No mesmo ano, num relatório apresentado ao Ministério da Agricultura relativo ao “melhoramento das condições da agricultura no Distrito Federal” entre 1927 e 28, o autor se diz “impressionado com o estado de abandono de grandes áreas cultiváveis no Distrito Federal que, uma vez exploradas, teriam grande concurso no abastecimento do Rio”. As terras da zona rural, continua ele, “oferecem ótimas condições para a agricultura mas estão transformadas em pântanos e precisam ser saneadas”. Era necessário, escrevia ele, um programa de incentivo à produção com vistas a efetivar a zona rural como a principal solução do “consumo e barateamento da vida na cidade”. É possível que esta autoridade que representava o Ministério da Agricultura não encarasse o problema das terras incultas exclusivamente sob o ponto de vista do aproveitamento agrícola.
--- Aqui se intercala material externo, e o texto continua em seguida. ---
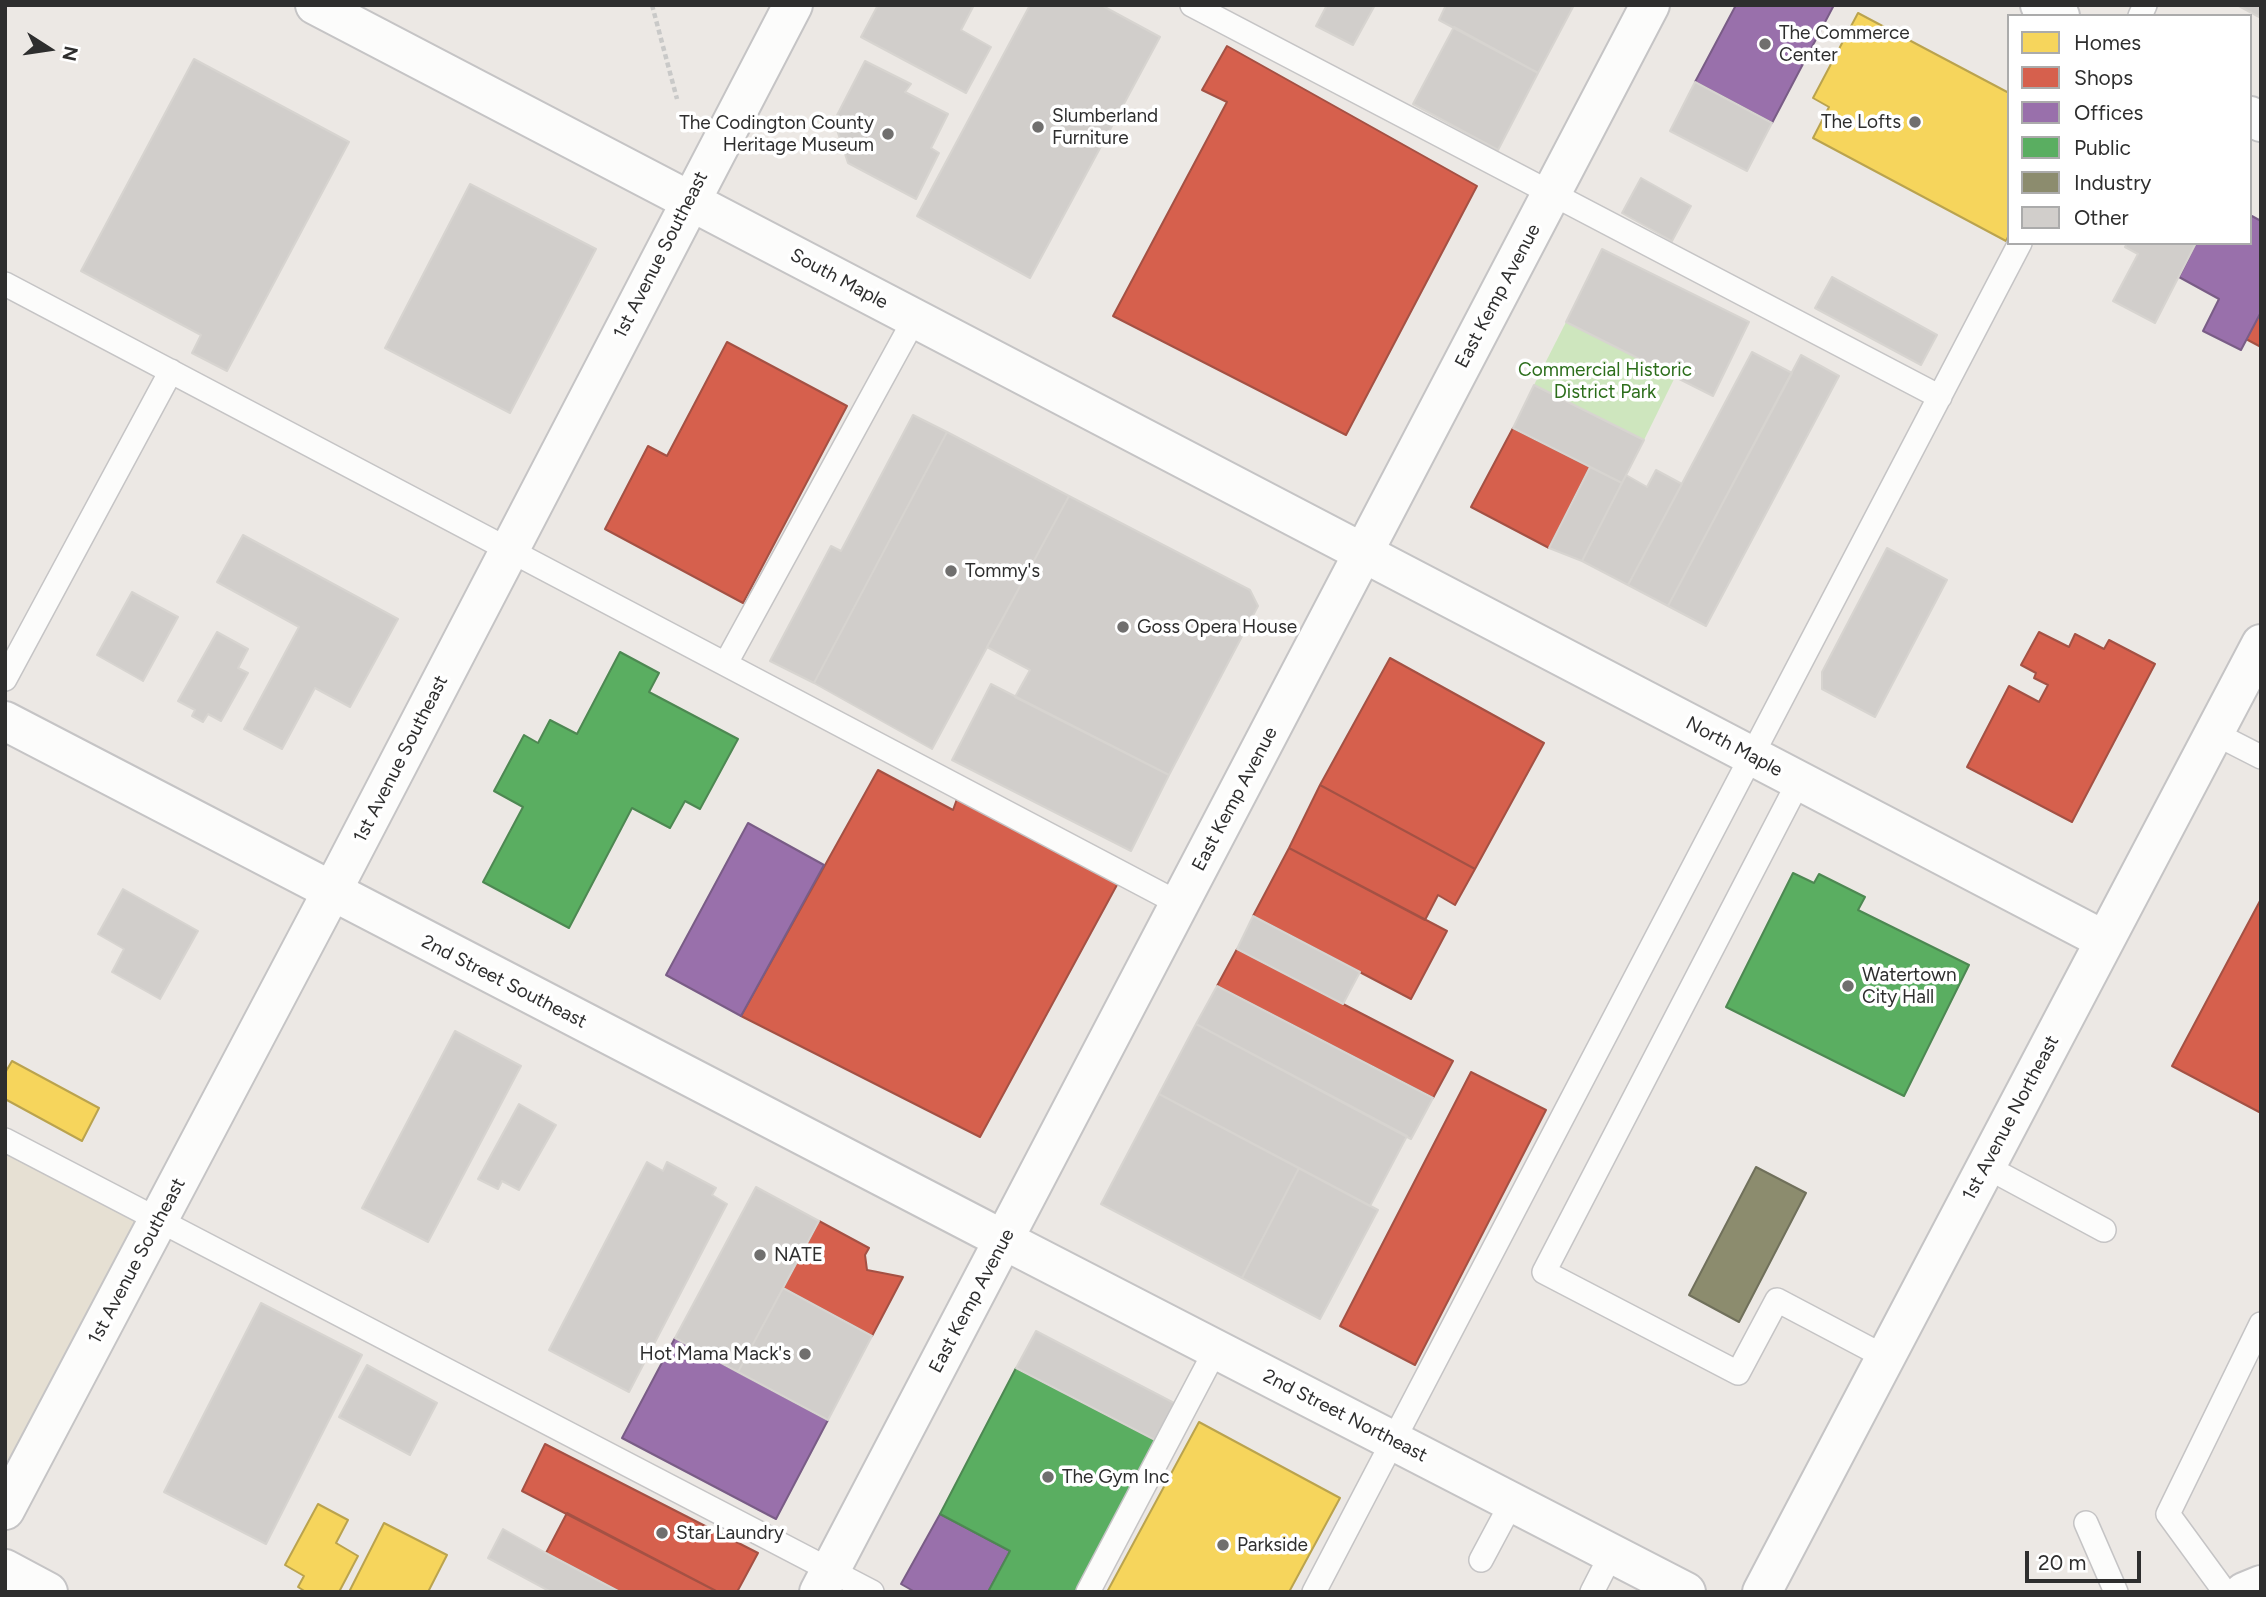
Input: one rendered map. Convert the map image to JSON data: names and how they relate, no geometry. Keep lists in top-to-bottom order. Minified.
{"streets":{"street":["1st Avenue Southeast","South Maple","East Kemp Avenue","North Maple","2nd Street Southeast","1st Avenue Northeast","2nd Street Northeast"]},"crossings":[["1st Avenue Southeast","South Maple"],["1st Avenue Southeast","2nd Street Southeast"],["South Maple","East Kemp Avenue"],["South Maple","North Maple"],["East Kemp Avenue","North Maple"],["East Kemp Avenue","2nd Street Southeast"],["East Kemp Avenue","2nd Street Northeast"],["North Maple","1st Avenue Northeast"],["2nd Street Southeast","2nd Street Northeast"]],"parks":["Commercial Historic District Park"],"places":["The Commerce Center","The Lofts","Slumberland Furniture","The Codington County Heritage Museum","Tommy's","Goss Opera House","Watertown City Hall","NATE","Hot Mama Mack's","The Gym Inc","Star Laundry","Parkside"],"legend":["Homes","Shops","Offices","Public","Industry","Other"],"scale_bar":"20 m","north":"right"}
O estado de abandono das terras era prejudicial não só para a agricultura, como também para a saúde da população carioca. O saneamento da região tinha nesse sentido, dupla importância: era um meio capaz de devolver estas terras à prática da agricultura e era o único capaz de expulsar da região os vários focos de doenças nela instalados.
Tais preocupações dariam forma a outros projetos e ações governamentais, demonstrando que na prática a zona rural não era de todo uma “região esquecida” e “vazia de significado” para os poderes públicos, embora essa fosse a imagem consolidada sobre a região. As consequências desencadeadas pela execução de alguns desses projetos, especialmente para a agricultura e saneamento da zona rural, é o que as próximas décadas terão o mérito de nos mostrar.
A partir dos anos 30, a região, que então passaria a ser chamada de Sertão Carioca, seria vista como um potencial cinturão verde voltado para o abastecimento do então Distrito Federal.